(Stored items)
+ + + + +

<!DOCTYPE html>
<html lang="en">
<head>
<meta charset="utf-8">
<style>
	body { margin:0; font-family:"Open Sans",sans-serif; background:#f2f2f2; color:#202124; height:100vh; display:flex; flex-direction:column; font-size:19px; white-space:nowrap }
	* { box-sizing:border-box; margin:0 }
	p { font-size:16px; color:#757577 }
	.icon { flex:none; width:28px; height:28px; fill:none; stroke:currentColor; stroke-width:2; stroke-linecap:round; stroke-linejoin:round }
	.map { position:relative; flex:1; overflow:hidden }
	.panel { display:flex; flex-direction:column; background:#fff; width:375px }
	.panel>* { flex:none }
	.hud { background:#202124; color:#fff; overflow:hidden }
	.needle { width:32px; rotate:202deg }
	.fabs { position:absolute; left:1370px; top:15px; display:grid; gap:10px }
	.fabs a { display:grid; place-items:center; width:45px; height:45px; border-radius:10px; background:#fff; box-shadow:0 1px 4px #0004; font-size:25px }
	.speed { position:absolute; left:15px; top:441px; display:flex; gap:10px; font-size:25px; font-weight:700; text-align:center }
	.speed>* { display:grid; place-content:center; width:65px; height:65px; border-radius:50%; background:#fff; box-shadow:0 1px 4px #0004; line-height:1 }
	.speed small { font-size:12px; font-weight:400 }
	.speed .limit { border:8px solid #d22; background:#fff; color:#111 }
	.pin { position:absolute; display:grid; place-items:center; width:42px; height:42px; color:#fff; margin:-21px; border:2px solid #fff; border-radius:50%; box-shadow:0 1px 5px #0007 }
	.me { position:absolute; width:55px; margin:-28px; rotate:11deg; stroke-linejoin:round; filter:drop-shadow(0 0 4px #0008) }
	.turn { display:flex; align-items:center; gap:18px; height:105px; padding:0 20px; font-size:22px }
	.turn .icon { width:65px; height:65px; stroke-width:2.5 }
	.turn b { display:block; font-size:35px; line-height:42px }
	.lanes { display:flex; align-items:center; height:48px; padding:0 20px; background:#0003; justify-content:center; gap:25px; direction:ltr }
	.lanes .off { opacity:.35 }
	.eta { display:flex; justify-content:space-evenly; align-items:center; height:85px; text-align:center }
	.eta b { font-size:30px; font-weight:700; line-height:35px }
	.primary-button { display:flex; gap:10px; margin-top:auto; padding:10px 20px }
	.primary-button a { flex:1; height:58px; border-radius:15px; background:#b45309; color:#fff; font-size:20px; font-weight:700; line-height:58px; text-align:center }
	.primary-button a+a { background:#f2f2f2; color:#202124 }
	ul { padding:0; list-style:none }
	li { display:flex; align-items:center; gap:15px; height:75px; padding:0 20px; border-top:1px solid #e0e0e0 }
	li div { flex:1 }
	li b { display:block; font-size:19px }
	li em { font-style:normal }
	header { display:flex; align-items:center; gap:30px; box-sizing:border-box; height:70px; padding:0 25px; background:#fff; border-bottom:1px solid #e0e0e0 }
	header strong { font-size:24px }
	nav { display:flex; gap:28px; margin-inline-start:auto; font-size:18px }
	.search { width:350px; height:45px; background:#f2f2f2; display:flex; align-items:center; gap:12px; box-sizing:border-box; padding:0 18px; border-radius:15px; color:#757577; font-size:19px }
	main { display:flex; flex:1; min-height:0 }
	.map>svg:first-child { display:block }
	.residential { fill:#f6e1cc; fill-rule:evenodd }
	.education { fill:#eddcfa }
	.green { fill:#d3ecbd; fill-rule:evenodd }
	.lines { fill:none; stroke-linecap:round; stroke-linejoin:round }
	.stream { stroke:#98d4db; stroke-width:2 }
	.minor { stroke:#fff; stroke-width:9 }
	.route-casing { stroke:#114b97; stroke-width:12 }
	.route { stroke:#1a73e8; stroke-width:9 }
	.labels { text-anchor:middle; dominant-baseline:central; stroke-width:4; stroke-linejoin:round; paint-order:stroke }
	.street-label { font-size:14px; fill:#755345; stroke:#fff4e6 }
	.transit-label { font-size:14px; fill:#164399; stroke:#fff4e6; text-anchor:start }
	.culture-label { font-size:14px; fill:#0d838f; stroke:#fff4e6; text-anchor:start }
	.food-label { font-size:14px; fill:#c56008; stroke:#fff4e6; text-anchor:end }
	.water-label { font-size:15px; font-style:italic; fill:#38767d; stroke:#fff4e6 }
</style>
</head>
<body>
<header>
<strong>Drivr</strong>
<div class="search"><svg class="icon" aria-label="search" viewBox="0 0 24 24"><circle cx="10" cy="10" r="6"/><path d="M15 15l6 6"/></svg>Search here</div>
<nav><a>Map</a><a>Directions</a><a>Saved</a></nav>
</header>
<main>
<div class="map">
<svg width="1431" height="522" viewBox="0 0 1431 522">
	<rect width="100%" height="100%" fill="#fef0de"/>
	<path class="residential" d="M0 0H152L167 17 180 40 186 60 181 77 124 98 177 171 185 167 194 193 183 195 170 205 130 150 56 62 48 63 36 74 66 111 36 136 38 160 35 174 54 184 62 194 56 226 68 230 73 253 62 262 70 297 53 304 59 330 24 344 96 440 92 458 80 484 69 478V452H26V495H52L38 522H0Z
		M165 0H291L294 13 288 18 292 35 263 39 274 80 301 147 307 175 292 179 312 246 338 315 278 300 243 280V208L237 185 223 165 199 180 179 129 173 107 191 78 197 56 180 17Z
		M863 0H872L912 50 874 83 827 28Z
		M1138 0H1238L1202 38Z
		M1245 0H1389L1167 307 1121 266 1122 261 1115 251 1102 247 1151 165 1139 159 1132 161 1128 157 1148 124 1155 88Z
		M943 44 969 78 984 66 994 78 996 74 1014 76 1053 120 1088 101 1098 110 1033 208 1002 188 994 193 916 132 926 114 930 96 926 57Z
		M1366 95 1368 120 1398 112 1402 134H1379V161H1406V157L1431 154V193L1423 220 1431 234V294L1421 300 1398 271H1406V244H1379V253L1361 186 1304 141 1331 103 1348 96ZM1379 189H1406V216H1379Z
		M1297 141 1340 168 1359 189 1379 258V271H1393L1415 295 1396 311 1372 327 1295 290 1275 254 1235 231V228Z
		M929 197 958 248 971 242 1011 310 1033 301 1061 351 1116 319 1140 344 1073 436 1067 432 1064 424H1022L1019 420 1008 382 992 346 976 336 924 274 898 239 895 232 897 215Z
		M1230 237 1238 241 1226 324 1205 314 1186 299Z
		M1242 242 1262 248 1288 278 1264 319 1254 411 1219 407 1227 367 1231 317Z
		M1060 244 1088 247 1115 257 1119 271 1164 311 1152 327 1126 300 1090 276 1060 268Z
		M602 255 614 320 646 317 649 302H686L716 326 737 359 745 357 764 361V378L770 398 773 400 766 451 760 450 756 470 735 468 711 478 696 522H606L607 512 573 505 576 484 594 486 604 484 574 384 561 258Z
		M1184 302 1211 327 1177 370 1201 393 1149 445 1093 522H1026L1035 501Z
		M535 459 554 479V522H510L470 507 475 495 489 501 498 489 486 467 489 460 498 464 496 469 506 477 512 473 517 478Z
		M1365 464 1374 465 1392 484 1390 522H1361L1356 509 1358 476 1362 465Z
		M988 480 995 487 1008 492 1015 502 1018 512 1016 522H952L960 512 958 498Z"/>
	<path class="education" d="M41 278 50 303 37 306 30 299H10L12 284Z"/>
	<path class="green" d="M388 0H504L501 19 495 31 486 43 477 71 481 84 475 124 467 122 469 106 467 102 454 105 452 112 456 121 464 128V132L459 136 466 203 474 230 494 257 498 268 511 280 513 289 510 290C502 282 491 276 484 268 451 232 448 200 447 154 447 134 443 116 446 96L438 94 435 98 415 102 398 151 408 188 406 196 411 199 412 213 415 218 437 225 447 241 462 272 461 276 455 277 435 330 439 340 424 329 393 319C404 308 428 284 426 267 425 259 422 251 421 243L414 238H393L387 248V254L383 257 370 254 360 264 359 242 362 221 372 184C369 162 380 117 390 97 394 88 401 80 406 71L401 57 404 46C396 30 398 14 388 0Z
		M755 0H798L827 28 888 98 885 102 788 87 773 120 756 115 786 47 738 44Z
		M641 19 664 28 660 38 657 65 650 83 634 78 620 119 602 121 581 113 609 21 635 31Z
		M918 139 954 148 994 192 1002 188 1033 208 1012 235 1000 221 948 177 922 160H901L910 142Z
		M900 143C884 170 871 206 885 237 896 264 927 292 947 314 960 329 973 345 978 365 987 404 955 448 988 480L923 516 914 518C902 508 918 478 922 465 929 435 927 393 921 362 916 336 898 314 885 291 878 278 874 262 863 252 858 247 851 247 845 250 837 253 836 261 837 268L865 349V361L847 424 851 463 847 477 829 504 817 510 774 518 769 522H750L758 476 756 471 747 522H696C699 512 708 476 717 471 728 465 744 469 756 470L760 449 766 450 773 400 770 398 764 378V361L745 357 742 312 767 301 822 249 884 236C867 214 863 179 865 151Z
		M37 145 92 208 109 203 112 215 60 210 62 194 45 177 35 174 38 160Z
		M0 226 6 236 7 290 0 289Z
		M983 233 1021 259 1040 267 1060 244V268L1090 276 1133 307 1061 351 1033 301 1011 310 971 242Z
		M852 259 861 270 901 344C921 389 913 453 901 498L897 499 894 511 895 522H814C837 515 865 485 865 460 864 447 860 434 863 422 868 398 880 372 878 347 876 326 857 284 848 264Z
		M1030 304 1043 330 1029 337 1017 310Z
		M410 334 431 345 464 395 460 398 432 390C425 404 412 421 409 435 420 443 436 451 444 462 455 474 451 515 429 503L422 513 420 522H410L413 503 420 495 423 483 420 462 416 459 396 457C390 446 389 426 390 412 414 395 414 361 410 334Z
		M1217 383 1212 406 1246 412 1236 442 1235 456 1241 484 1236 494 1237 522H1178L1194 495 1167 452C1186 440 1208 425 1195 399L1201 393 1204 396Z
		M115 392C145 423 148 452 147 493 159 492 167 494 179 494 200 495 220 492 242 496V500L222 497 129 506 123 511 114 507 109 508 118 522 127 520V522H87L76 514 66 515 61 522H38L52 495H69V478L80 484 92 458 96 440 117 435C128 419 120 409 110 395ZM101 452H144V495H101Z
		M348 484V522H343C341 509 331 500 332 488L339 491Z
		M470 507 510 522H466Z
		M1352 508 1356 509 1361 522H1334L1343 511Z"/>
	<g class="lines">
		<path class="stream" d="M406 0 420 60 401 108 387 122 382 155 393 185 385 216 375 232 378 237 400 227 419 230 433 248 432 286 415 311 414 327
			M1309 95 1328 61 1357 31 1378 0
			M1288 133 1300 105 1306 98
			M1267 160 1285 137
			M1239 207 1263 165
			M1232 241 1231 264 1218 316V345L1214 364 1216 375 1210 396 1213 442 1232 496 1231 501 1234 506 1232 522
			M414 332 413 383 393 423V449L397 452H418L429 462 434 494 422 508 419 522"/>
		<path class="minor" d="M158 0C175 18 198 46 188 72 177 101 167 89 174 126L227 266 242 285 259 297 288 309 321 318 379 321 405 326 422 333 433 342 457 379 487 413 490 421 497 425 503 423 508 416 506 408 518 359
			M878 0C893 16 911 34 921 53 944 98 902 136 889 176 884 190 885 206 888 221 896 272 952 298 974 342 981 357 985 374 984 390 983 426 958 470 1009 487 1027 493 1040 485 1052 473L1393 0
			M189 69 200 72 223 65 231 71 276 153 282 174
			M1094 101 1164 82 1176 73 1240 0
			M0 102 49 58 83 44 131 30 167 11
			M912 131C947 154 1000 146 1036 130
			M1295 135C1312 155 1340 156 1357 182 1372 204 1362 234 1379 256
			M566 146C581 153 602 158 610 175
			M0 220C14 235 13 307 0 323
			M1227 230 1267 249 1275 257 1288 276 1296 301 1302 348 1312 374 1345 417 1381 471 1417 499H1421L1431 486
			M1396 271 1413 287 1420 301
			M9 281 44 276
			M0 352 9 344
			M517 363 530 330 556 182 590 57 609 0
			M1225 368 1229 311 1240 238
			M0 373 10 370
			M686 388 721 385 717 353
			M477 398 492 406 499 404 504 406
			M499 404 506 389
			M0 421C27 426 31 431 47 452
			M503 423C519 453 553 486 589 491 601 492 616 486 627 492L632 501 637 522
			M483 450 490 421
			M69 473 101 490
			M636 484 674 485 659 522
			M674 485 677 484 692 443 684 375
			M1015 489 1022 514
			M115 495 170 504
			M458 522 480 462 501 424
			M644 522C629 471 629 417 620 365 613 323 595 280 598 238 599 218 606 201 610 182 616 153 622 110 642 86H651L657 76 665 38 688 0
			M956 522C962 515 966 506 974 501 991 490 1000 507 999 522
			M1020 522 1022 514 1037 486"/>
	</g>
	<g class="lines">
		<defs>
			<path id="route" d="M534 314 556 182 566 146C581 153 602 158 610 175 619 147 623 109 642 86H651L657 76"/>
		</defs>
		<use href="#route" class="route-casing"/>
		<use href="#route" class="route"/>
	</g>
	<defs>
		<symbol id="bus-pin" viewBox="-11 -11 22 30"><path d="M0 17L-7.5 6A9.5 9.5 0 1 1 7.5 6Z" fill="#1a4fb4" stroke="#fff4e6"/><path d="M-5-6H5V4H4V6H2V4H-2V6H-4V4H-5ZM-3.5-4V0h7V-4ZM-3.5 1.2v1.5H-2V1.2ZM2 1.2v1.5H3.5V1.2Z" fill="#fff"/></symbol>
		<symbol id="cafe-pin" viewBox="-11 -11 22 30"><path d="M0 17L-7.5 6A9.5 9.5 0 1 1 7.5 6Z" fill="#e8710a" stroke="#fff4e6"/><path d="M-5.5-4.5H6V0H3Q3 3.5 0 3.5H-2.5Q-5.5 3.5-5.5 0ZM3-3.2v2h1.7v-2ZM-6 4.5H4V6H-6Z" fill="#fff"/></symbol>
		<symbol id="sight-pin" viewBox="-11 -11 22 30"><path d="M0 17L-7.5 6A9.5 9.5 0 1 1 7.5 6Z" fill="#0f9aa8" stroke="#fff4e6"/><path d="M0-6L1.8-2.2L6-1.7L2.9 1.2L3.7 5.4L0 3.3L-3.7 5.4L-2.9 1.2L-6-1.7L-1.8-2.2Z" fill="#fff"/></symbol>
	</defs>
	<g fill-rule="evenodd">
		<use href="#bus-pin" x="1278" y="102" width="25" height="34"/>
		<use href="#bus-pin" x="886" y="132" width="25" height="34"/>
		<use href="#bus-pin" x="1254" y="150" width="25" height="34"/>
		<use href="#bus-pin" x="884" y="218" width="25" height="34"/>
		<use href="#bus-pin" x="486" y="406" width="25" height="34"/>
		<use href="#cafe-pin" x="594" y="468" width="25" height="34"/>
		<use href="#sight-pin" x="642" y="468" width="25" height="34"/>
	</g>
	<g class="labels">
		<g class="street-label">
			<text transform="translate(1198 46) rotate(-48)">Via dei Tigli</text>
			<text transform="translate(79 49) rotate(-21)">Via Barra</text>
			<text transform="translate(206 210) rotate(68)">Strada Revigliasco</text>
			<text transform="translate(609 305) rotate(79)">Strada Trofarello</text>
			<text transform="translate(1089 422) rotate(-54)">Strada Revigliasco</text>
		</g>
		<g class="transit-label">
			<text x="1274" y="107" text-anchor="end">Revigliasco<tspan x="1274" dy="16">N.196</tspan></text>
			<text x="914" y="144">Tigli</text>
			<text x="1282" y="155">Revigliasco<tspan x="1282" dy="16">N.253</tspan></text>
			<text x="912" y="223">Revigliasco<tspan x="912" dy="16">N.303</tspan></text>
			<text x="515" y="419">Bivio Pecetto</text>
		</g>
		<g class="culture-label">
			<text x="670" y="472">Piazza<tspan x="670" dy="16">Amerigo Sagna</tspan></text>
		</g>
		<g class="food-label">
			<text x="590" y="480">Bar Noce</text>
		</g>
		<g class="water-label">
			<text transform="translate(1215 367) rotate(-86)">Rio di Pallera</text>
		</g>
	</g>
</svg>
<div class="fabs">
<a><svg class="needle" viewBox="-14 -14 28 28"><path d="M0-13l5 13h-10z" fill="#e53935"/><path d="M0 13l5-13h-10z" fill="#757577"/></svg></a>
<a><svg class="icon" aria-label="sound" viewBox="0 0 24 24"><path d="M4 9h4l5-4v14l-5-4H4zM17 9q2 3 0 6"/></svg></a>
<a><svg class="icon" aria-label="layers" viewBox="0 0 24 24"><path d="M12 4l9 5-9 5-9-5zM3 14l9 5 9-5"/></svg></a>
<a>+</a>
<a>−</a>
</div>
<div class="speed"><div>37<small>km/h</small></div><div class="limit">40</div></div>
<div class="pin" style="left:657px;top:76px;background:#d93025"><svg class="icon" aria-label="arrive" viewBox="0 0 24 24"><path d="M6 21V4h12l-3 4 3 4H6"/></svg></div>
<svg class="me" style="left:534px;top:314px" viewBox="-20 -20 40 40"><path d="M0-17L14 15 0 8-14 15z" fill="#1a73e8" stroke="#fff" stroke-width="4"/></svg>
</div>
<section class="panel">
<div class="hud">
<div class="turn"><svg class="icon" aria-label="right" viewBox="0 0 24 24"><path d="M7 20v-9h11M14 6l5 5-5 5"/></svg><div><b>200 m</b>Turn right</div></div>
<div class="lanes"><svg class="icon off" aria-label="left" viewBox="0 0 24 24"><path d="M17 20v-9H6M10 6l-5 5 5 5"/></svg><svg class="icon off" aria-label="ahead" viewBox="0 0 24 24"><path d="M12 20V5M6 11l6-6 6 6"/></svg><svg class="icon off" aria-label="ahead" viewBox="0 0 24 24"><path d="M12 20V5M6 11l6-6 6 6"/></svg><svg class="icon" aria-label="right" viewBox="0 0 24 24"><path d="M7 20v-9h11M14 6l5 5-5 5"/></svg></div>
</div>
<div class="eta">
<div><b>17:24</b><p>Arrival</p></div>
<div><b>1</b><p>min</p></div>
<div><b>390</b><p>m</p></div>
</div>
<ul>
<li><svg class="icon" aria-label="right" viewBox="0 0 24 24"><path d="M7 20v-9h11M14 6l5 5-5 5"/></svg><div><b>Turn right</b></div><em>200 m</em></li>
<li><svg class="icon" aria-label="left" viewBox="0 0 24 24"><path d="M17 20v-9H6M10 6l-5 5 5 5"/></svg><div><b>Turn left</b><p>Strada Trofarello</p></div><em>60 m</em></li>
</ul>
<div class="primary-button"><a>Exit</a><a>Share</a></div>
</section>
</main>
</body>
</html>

+ + + + +

- EXERCISE INSTRUCTIONS -
Find "casing" in the data above. Report each line where it appears.

- RESULT BELOW -
	.route-casing { stroke:#114b97; stroke-width:12 }
		<use href="#route" class="route-casing"/>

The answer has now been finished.